Publishing company based in Toronto

Key Porter Books was a book publishing company based in Toronto, Ontario, Canada. Founded in 1979 by Anna Porter, later well known as a writer, the company specialized in Canadian non-fiction, although it published some fiction too. It ceased operations in January 2011.

== Writers ==

Key Porter published books by authors including Farley Mowat, Claire Mowat, Allan Fotheringham, Conrad Black, Erika Ritter, Pamela Wallin, George Bowering, Diane Francis, Joan Barfoot, Maude Barlow, Stevie Cameron, Brian Lee Crowley, Dennis Lee, Mark Bourrie, Paul Cellucci, Jean Chrétien, M.A.C. Farrant and Cleo Paskal.

== Business ==

Key Porter Books was founded in 1979 by Anna Porter and Key Publishers Limited of Toronto, Ontario.

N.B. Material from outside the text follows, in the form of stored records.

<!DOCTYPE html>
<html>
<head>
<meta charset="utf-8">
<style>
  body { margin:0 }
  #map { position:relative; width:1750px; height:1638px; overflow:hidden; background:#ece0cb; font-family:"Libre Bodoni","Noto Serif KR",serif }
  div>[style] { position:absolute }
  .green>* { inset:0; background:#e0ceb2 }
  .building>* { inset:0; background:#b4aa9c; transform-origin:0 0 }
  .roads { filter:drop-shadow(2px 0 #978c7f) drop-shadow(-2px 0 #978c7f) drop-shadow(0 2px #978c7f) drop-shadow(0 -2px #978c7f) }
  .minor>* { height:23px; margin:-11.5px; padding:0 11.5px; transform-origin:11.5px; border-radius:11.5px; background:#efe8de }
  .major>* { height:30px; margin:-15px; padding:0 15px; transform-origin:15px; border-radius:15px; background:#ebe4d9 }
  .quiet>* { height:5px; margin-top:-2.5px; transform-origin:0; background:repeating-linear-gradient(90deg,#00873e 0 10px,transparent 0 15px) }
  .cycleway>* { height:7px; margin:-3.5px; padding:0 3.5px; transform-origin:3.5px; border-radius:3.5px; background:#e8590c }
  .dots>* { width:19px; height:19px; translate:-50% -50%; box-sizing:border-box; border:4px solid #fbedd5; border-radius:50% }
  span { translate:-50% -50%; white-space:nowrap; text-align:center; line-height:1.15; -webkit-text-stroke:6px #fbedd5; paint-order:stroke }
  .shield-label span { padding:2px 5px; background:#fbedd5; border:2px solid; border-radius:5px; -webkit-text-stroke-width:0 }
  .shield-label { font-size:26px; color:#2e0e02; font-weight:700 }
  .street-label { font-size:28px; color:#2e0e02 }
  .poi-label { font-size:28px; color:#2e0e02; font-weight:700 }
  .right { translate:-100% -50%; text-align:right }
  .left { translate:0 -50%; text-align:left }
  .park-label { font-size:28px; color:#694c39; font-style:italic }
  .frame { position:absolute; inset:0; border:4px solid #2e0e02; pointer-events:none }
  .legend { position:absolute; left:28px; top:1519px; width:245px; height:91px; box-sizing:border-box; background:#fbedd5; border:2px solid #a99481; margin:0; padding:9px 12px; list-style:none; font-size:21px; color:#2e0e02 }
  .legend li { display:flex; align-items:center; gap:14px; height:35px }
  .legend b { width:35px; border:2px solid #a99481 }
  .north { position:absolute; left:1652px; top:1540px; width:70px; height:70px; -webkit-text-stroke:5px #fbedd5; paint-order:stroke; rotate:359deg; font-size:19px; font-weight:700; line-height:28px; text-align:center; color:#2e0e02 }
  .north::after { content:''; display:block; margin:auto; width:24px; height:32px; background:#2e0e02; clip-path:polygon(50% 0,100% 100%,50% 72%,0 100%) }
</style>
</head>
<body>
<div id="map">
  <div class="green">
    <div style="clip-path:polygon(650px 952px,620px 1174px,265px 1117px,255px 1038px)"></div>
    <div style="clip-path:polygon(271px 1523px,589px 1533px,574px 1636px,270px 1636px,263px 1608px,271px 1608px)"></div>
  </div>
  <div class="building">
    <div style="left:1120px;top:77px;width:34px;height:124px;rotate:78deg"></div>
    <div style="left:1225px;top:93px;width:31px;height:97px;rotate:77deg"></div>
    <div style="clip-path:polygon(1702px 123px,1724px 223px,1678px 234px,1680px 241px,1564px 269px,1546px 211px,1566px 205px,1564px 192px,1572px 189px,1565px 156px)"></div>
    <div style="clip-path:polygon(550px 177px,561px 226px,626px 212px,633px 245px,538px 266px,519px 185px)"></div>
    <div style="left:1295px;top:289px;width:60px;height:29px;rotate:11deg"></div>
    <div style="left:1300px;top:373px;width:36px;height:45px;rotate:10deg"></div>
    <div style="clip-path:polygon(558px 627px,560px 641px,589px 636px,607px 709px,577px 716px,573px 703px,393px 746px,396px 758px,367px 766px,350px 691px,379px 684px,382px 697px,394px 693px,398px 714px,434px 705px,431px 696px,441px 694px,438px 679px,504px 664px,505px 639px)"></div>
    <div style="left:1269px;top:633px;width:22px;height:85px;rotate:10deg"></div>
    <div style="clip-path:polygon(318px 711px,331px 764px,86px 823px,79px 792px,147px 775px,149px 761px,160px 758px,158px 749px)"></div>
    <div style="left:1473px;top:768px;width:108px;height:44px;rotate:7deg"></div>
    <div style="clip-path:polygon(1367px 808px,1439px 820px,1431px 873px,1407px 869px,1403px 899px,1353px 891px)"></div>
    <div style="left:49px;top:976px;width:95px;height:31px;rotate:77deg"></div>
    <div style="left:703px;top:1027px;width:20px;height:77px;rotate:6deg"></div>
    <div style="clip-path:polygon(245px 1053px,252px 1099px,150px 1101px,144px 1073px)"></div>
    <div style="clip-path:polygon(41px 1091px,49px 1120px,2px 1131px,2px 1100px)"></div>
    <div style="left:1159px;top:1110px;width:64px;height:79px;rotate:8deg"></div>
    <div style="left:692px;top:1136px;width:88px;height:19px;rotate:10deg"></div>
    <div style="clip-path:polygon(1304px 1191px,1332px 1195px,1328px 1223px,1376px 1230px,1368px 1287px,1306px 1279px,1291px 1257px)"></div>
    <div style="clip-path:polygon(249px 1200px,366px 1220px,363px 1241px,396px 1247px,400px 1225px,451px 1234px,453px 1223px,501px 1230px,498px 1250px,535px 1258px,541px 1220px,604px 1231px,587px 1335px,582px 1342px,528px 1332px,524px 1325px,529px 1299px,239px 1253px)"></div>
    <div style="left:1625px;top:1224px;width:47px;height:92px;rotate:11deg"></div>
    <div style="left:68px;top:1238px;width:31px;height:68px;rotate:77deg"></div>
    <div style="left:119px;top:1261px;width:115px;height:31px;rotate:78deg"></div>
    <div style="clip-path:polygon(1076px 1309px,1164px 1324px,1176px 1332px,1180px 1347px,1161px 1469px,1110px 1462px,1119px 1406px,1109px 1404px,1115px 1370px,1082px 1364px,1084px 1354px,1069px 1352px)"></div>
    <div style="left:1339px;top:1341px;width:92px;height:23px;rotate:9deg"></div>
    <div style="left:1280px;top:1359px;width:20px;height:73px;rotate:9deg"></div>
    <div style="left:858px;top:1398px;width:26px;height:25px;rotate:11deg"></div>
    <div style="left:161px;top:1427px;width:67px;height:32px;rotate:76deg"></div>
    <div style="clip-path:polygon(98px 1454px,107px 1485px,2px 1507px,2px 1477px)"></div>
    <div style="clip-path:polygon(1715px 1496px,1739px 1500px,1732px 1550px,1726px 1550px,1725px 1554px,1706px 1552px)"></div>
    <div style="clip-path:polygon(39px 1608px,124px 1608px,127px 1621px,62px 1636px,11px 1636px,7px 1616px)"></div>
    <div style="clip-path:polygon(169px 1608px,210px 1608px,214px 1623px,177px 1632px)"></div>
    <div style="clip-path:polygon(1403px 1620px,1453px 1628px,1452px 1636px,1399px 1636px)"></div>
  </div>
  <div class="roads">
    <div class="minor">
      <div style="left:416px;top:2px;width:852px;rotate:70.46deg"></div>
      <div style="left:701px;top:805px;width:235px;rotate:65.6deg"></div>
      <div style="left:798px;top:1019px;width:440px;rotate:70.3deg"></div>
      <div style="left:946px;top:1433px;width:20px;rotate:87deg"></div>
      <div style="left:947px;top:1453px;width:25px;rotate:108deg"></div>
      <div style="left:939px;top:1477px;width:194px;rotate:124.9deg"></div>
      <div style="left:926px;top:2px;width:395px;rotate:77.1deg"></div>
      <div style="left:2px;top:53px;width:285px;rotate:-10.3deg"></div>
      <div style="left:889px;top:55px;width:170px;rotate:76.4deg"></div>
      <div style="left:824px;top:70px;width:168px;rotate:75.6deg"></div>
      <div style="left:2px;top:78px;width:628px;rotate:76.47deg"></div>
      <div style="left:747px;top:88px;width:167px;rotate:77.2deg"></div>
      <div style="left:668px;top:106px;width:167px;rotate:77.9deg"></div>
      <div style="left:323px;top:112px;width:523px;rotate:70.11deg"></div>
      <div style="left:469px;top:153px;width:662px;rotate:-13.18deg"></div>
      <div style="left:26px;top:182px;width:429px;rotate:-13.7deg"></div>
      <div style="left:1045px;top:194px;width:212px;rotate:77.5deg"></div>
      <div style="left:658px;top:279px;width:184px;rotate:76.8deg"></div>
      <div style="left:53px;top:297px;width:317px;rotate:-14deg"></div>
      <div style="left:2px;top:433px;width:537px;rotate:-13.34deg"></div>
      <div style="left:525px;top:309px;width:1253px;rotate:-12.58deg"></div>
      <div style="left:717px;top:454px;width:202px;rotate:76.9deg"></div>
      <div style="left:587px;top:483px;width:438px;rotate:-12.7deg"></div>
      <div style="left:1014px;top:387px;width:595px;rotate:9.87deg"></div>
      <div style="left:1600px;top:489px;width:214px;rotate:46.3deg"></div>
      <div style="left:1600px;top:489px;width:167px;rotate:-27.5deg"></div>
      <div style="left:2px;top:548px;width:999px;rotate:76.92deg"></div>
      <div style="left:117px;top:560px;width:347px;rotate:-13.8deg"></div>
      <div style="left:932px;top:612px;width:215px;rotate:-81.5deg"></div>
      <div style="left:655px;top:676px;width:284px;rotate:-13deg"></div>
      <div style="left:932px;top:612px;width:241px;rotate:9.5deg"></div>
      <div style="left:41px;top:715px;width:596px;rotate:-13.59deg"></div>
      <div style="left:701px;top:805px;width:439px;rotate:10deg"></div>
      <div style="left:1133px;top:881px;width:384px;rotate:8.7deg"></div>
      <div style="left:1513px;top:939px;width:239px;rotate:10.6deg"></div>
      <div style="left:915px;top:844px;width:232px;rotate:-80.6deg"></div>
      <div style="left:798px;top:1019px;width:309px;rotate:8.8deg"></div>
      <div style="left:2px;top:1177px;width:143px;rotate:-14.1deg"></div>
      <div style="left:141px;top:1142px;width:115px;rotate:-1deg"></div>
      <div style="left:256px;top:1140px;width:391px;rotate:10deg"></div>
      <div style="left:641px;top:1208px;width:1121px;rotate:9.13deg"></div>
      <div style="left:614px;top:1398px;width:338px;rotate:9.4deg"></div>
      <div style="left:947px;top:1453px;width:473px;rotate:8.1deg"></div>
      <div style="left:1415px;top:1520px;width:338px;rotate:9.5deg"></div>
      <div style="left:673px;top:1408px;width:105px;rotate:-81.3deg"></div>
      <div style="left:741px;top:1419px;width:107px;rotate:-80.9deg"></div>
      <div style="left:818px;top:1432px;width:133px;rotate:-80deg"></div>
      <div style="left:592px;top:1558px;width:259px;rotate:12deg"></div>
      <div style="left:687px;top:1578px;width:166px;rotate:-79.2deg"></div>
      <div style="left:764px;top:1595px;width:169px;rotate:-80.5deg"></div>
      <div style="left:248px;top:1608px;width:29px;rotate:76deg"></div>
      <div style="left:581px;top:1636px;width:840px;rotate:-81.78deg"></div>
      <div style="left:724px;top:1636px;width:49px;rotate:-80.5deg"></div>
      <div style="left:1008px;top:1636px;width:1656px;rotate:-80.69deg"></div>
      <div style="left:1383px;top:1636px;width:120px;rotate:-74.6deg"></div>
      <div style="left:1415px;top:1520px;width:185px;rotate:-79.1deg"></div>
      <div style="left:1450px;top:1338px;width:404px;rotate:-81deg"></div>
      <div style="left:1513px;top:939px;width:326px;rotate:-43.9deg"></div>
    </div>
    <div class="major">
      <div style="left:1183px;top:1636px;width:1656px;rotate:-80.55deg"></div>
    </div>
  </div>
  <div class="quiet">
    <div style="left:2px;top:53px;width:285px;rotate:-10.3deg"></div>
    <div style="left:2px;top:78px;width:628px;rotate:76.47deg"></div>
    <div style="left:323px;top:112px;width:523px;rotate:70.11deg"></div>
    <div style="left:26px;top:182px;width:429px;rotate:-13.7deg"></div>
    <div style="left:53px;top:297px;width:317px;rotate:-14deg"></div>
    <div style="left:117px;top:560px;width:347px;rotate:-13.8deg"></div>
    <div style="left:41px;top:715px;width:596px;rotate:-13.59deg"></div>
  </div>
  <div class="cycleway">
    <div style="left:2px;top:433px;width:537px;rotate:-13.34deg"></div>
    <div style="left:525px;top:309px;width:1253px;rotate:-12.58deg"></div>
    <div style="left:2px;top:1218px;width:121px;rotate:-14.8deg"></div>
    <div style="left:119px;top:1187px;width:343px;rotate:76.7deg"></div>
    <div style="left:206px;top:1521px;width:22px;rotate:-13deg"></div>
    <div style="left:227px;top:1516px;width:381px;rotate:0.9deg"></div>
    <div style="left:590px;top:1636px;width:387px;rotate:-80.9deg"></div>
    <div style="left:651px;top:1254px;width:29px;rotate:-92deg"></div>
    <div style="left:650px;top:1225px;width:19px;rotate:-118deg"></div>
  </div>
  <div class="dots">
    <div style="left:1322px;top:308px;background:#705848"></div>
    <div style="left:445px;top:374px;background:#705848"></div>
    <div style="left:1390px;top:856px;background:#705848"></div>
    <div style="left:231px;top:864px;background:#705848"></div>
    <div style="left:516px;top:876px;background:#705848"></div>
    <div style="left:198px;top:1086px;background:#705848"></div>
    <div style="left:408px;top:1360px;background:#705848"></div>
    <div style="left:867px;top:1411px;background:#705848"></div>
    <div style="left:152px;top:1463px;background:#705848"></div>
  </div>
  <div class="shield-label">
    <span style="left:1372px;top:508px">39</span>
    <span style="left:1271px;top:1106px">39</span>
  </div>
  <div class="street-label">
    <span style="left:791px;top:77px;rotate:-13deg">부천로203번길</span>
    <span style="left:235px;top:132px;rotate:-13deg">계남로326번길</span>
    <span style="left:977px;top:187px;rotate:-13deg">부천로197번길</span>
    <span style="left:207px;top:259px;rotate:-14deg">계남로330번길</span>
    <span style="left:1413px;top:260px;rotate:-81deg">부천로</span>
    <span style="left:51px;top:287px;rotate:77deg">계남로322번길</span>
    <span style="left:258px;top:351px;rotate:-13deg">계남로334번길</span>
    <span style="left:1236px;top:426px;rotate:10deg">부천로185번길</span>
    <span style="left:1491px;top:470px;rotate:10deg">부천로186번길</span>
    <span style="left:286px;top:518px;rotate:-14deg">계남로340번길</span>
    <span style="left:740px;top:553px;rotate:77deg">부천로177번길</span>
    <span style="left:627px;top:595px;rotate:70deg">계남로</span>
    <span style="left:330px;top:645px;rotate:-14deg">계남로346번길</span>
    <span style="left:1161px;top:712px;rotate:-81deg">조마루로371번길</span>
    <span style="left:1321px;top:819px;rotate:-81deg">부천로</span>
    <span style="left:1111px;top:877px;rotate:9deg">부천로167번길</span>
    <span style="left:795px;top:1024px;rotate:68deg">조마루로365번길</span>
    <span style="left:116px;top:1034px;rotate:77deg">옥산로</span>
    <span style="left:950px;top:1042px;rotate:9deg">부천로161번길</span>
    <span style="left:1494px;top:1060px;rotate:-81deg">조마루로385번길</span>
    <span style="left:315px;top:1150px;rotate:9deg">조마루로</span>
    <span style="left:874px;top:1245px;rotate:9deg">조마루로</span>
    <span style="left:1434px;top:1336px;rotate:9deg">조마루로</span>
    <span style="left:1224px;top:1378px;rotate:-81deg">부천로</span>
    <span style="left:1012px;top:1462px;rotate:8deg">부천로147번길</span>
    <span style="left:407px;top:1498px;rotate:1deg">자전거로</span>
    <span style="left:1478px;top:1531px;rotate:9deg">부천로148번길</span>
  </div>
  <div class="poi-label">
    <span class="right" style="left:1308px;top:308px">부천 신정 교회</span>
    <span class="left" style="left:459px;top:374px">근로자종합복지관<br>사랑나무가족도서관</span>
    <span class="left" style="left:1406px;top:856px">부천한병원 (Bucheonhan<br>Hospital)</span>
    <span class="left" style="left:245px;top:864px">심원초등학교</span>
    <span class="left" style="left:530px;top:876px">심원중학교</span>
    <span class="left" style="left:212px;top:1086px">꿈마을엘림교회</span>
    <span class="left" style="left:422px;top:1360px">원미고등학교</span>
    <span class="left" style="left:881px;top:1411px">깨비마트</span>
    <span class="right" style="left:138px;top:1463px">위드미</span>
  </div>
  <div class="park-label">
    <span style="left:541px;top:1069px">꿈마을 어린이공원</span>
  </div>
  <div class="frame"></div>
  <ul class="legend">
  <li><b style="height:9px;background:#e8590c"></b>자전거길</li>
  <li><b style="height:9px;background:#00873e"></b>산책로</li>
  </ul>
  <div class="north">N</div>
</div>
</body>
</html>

Porter sold her stake in 2004 and a controlling interest was acquired that July by the Canadian publishing company H.B. Fenn; Harold Fenn, chairman.

The head office was located on the 10th floor of the historic Lumsden Building at 6 Adelaide Street East in downtown Toronto until September/October 2010, when Key Porter laid off 11 of 17 employees and relocated to a commercial business park in Bolton, Ontario (in the northwest of Greater Toronto). There it shared offices with H.B. Fenn Company Limited and Fenn Publishing Limited.

On 7 January 2011, Key Porter publisher Jordan Fenn announced the suspension of operations and laid off the remaining staff. At the time, it was reported that all book releases would continue as scheduled via H.B. Fenn.